(Stored items)
....

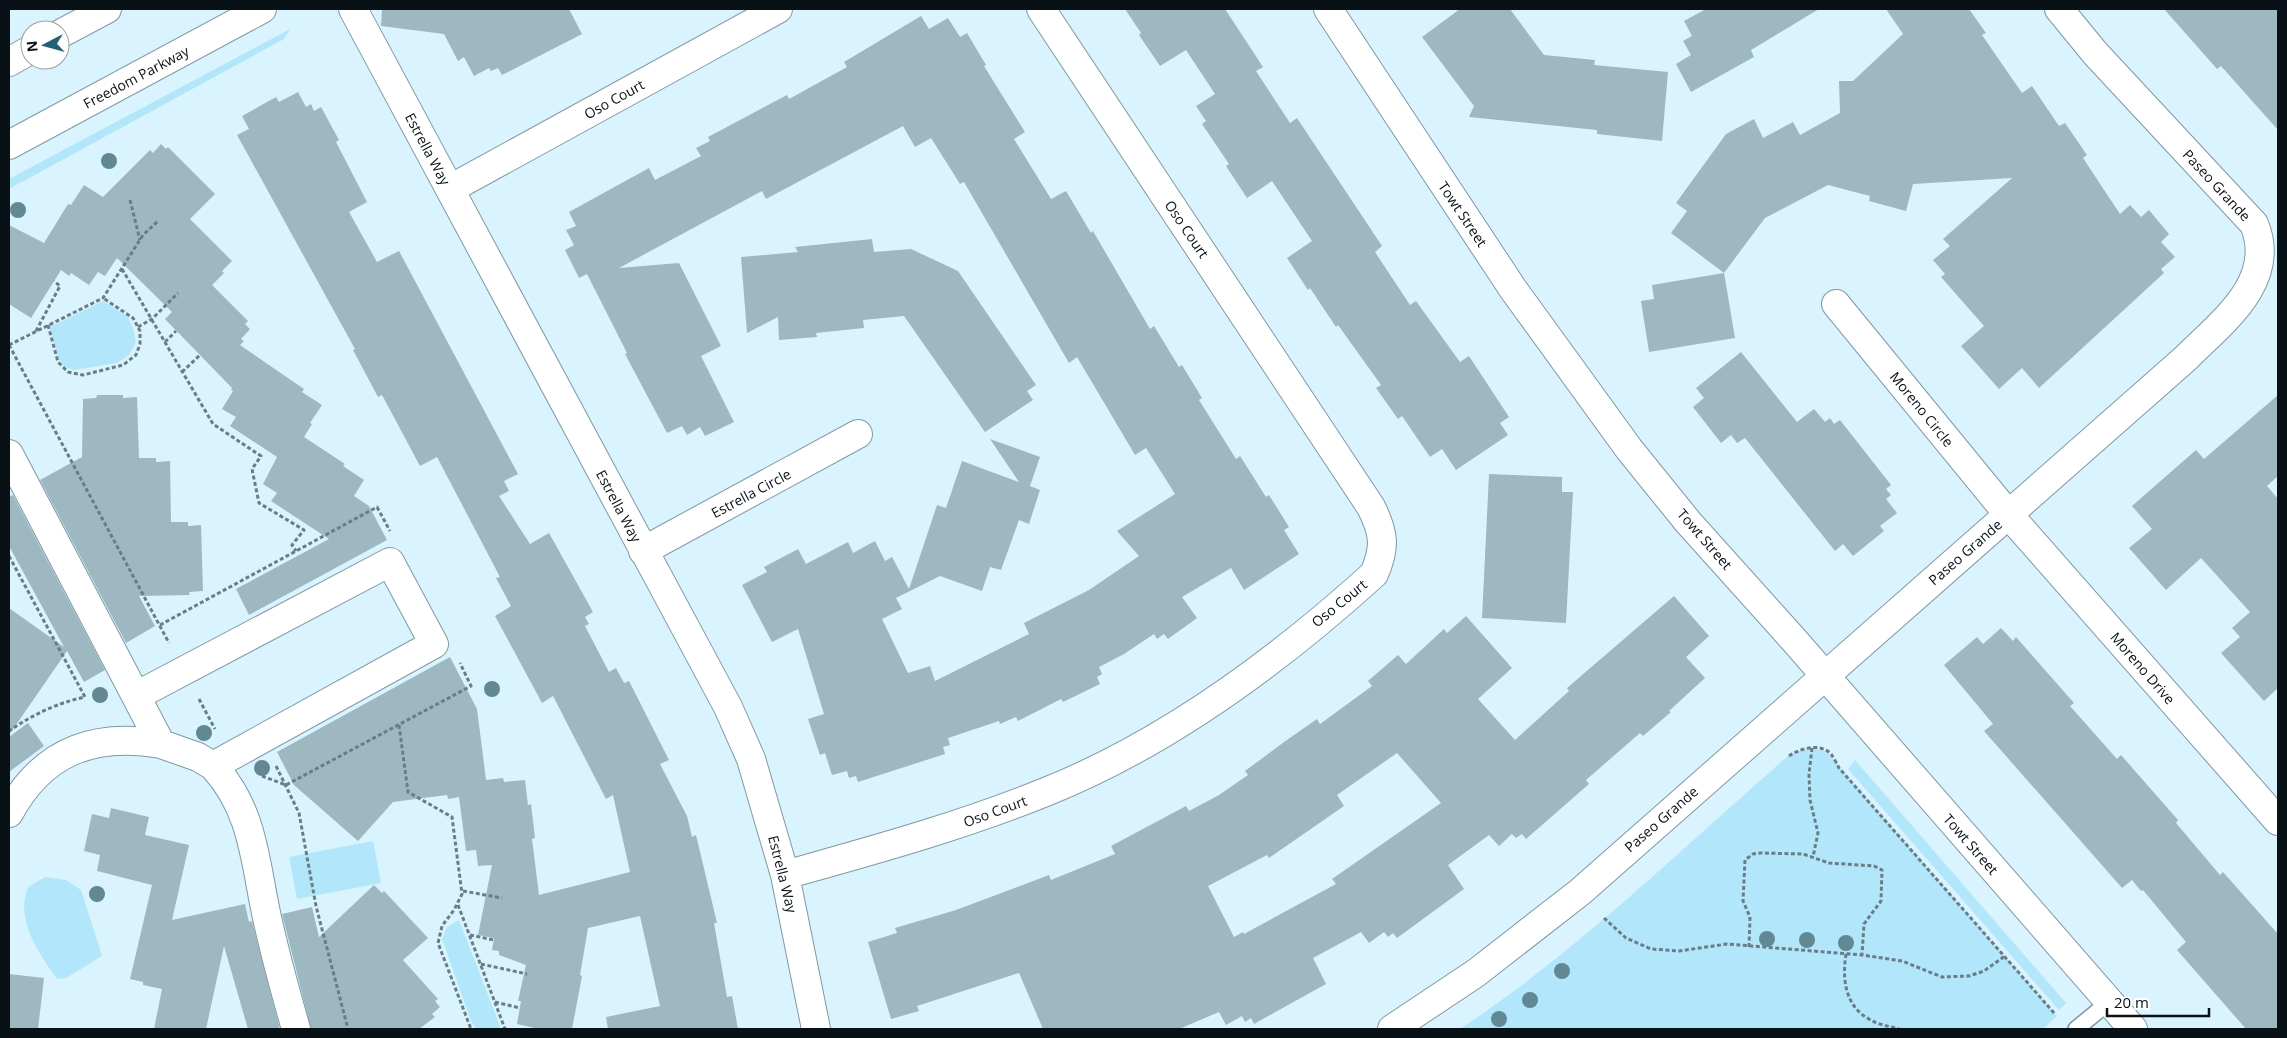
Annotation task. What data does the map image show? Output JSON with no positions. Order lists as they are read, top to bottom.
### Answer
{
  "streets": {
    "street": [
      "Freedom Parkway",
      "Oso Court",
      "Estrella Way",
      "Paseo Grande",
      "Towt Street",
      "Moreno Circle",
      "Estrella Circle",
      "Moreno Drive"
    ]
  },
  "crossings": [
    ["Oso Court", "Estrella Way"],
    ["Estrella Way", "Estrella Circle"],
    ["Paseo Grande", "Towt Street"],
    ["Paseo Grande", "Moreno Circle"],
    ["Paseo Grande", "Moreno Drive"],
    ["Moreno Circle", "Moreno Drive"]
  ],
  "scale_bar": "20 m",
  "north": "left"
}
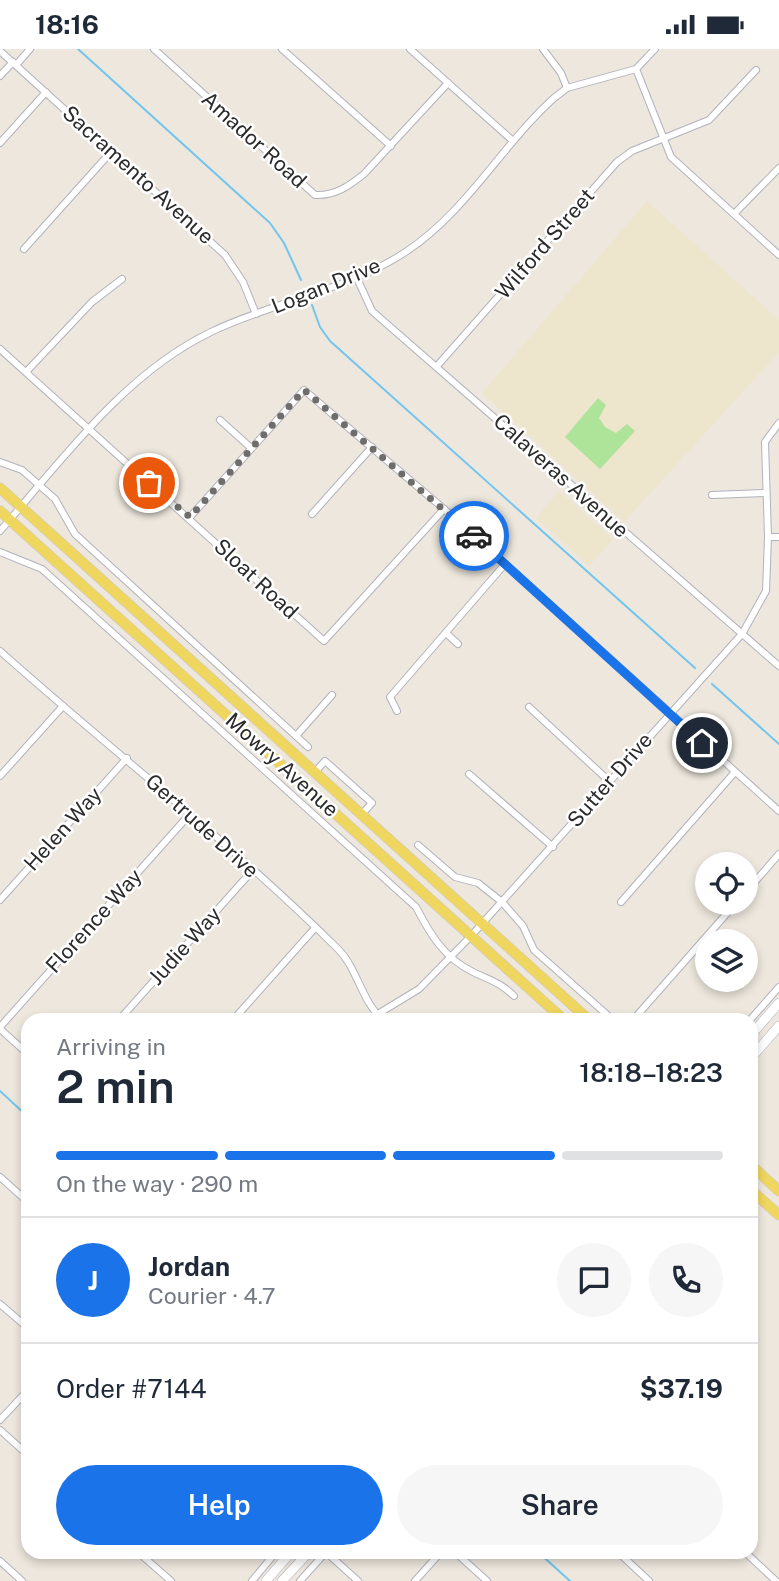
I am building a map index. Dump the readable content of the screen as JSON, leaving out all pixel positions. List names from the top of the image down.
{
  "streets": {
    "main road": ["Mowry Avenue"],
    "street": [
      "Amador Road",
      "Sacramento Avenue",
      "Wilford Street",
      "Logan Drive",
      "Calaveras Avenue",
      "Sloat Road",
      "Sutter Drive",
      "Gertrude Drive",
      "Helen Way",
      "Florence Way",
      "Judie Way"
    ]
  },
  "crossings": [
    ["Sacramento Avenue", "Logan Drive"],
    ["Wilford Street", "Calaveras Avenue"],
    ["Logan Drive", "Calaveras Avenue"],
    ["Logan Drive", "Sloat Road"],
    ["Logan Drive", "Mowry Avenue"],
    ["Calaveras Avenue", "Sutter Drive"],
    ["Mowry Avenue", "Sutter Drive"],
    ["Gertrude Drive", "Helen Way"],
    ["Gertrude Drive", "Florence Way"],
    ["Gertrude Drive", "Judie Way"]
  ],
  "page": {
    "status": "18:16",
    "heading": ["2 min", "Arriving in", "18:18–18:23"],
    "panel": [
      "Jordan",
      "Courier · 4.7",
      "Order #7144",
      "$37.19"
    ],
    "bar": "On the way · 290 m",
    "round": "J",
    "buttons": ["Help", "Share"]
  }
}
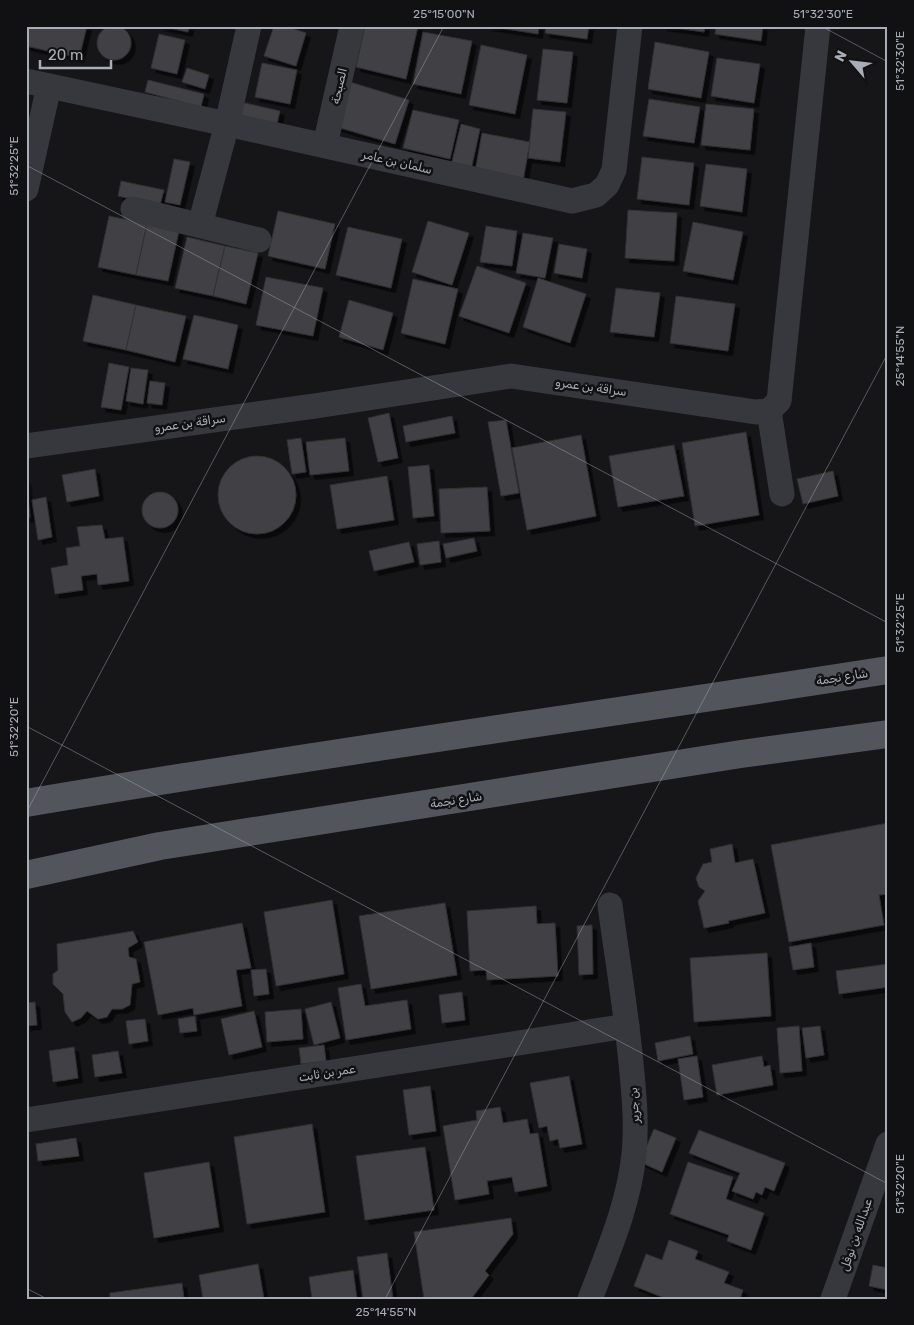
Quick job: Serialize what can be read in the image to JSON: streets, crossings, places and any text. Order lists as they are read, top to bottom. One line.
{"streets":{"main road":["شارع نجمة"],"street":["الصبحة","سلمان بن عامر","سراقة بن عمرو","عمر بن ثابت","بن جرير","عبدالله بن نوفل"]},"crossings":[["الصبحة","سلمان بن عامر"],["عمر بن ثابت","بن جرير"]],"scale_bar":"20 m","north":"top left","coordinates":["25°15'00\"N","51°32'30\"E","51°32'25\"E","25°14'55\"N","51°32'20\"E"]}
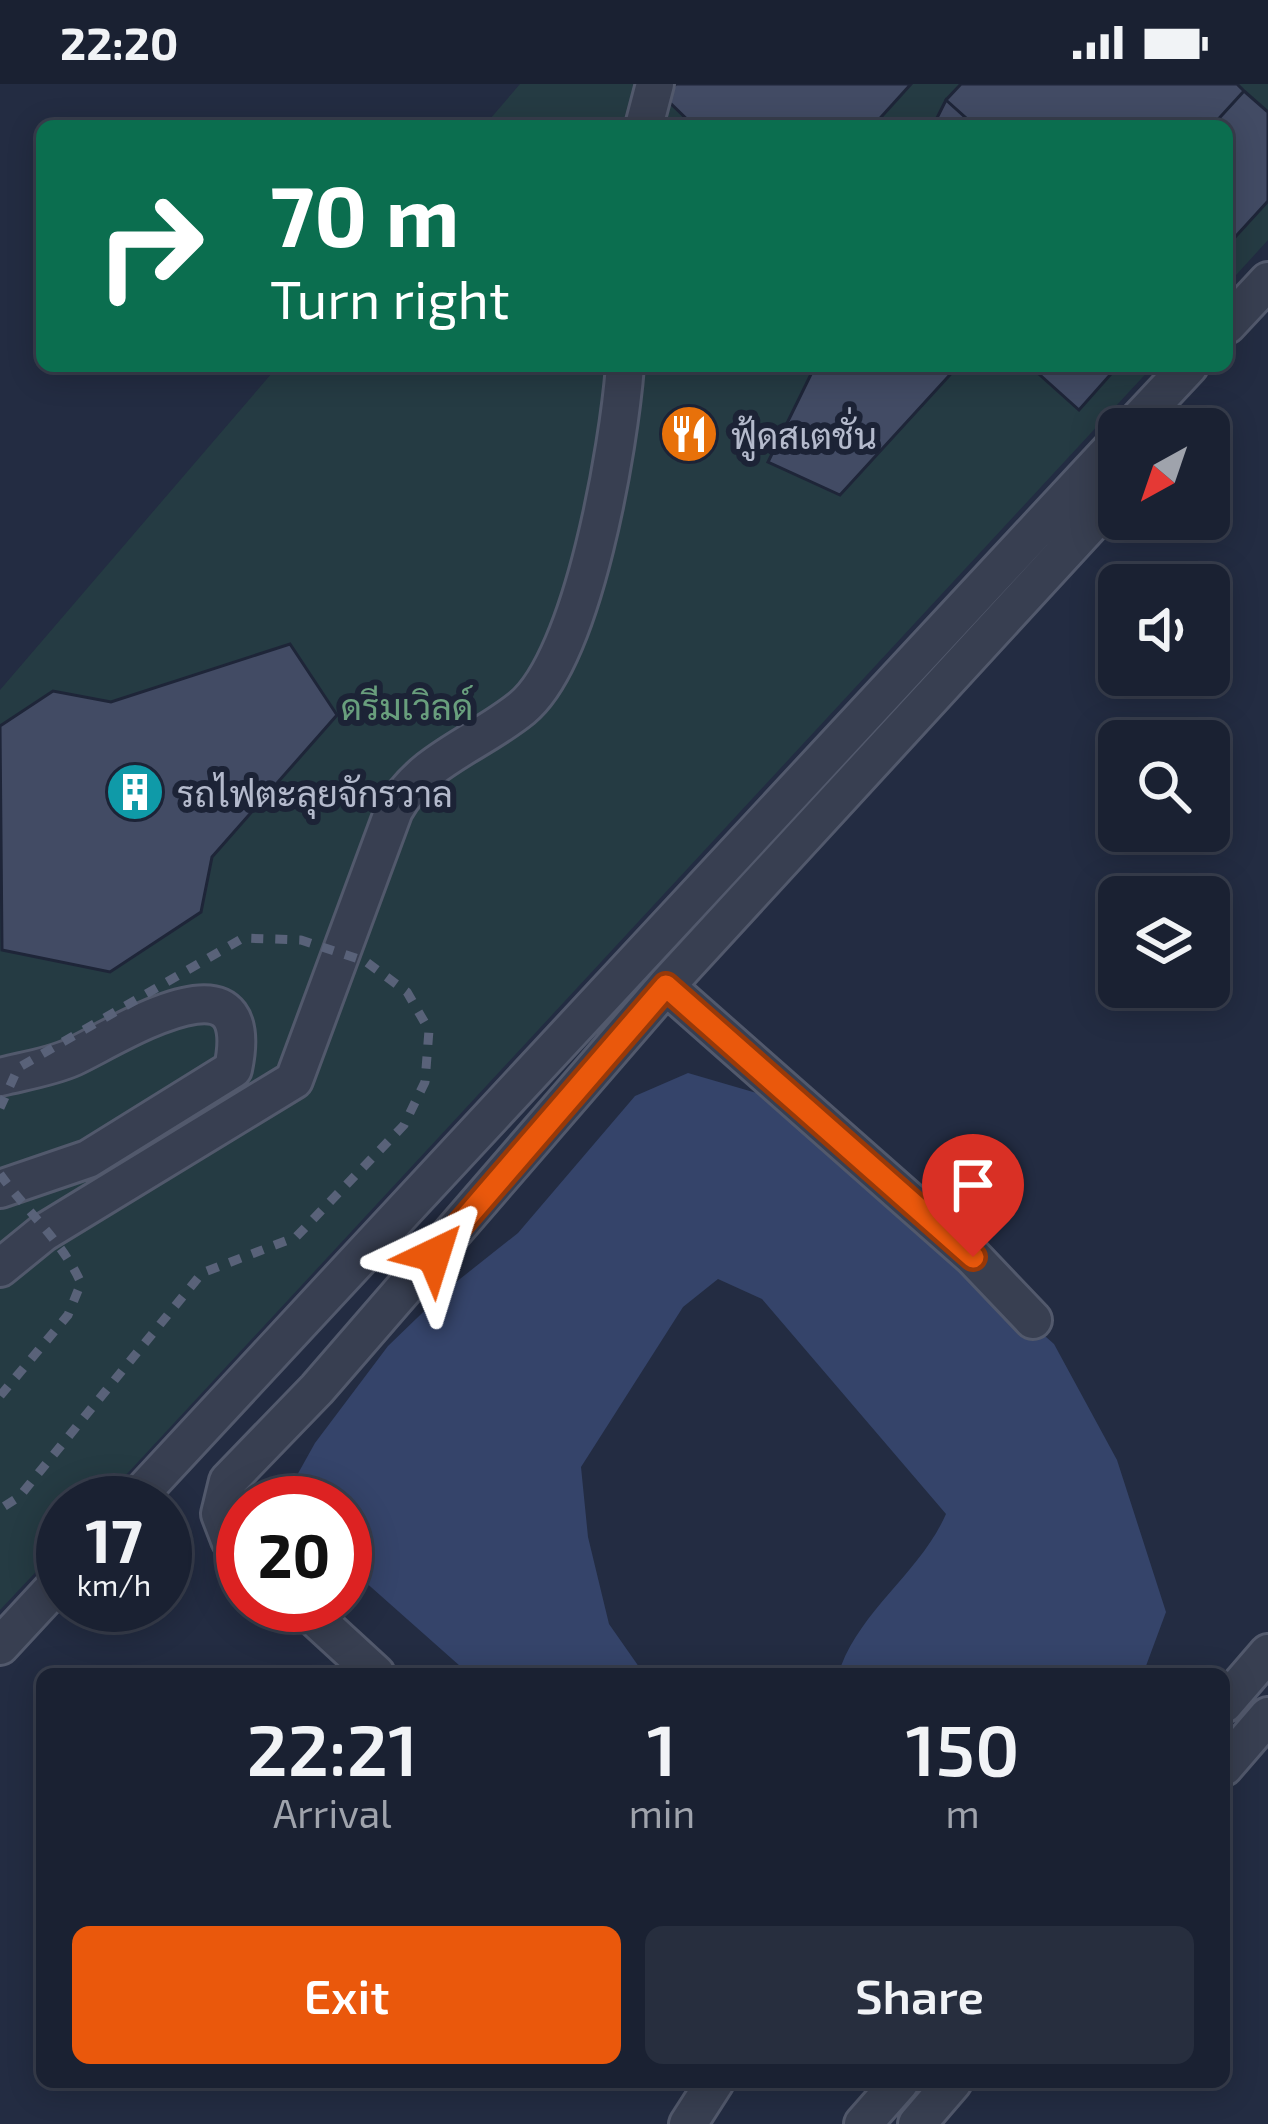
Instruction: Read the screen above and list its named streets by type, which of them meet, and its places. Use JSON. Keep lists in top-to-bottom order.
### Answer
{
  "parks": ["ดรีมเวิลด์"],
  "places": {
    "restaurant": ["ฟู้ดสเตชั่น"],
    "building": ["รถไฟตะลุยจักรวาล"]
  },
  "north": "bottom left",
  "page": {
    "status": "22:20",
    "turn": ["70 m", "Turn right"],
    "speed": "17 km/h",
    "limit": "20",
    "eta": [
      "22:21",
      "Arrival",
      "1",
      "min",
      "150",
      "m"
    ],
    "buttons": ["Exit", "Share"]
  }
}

....

Drop the pictures and reproduce the rest of the entries above exactly.

Annotation task. What data does the map image show? Output JSON with no positions. Order lists as they are read, top to bottom.
### Answer
{
  "streets": {
    "street": [
      "Freedom Parkway",
      "Oso Court",
      "Estrella Way",
      "Paseo Grande",
      "Towt Street",
      "Moreno Circle",
      "Estrella Circle",
      "Moreno Drive"
    ]
  },
  "crossings": [
    ["Oso Court", "Estrella Way"],
    ["Estrella Way", "Estrella Circle"],
    ["Paseo Grande", "Towt Street"],
    ["Paseo Grande", "Moreno Circle"],
    ["Paseo Grande", "Moreno Drive"],
    ["Moreno Circle", "Moreno Drive"]
  ],
  "scale_bar": "20 m",
  "north": "left"
}
I am building a map index. Dump the readable content of the screen as JSON, leaving out all pixel positions. List names from the top of the image down.
{
  "streets": {
    "main road": ["Mowry Avenue"],
    "street": [
      "Amador Road",
      "Sacramento Avenue",
      "Wilford Street",
      "Logan Drive",
      "Calaveras Avenue",
      "Sloat Road",
      "Sutter Drive",
      "Gertrude Drive",
      "Helen Way",
      "Florence Way",
      "Judie Way"
    ]
  },
  "crossings": [
    ["Sacramento Avenue", "Logan Drive"],
    ["Wilford Street", "Calaveras Avenue"],
    ["Logan Drive", "Calaveras Avenue"],
    ["Logan Drive", "Sloat Road"],
    ["Logan Drive", "Mowry Avenue"],
    ["Calaveras Avenue", "Sutter Drive"],
    ["Mowry Avenue", "Sutter Drive"],
    ["Gertrude Drive", "Helen Way"],
    ["Gertrude Drive", "Florence Way"],
    ["Gertrude Drive", "Judie Way"]
  ],
  "page": {
    "status": "18:16",
    "heading": ["2 min", "Arriving in", "18:18–18:23"],
    "panel": [
      "Jordan",
      "Courier · 4.7",
      "Order #7144",
      "$37.19"
    ],
    "bar": "On the way · 290 m",
    "round": "J",
    "buttons": ["Help", "Share"]
  }
}
Quick job: Serialize what can be read in the image to JSON: streets, crossings, places and any text. Order lists as they are read, top to bottom. One line.
{"streets":{"main road":["شارع نجمة"],"street":["الصبحة","سلمان بن عامر","سراقة بن عمرو","عمر بن ثابت","بن جرير","عبدالله بن نوفل"]},"crossings":[["الصبحة","سلمان بن عامر"],["عمر بن ثابت","بن جرير"]],"scale_bar":"20 m","north":"top left","coordinates":["25°15'00\"N","51°32'30\"E","51°32'25\"E","25°14'55\"N","51°32'20\"E"]}
Instruction: Read the screen above and list its named streets by type, which of them meet, and its places. Use JSON. Keep lists in top-to-bottom order.
### Answer
{
  "parks": ["ดรีมเวิลด์"],
  "places": {
    "restaurant": ["ฟู้ดสเตชั่น"],
    "building": ["รถไฟตะลุยจักรวาล"]
  },
  "north": "bottom left",
  "page": {
    "status": "22:20",
    "turn": ["70 m", "Turn right"],
    "speed": "17 km/h",
    "limit": "20",
    "eta": [
      "22:21",
      "Arrival",
      "1",
      "min",
      "150",
      "m"
    ],
    "buttons": ["Exit", "Share"]
  }
}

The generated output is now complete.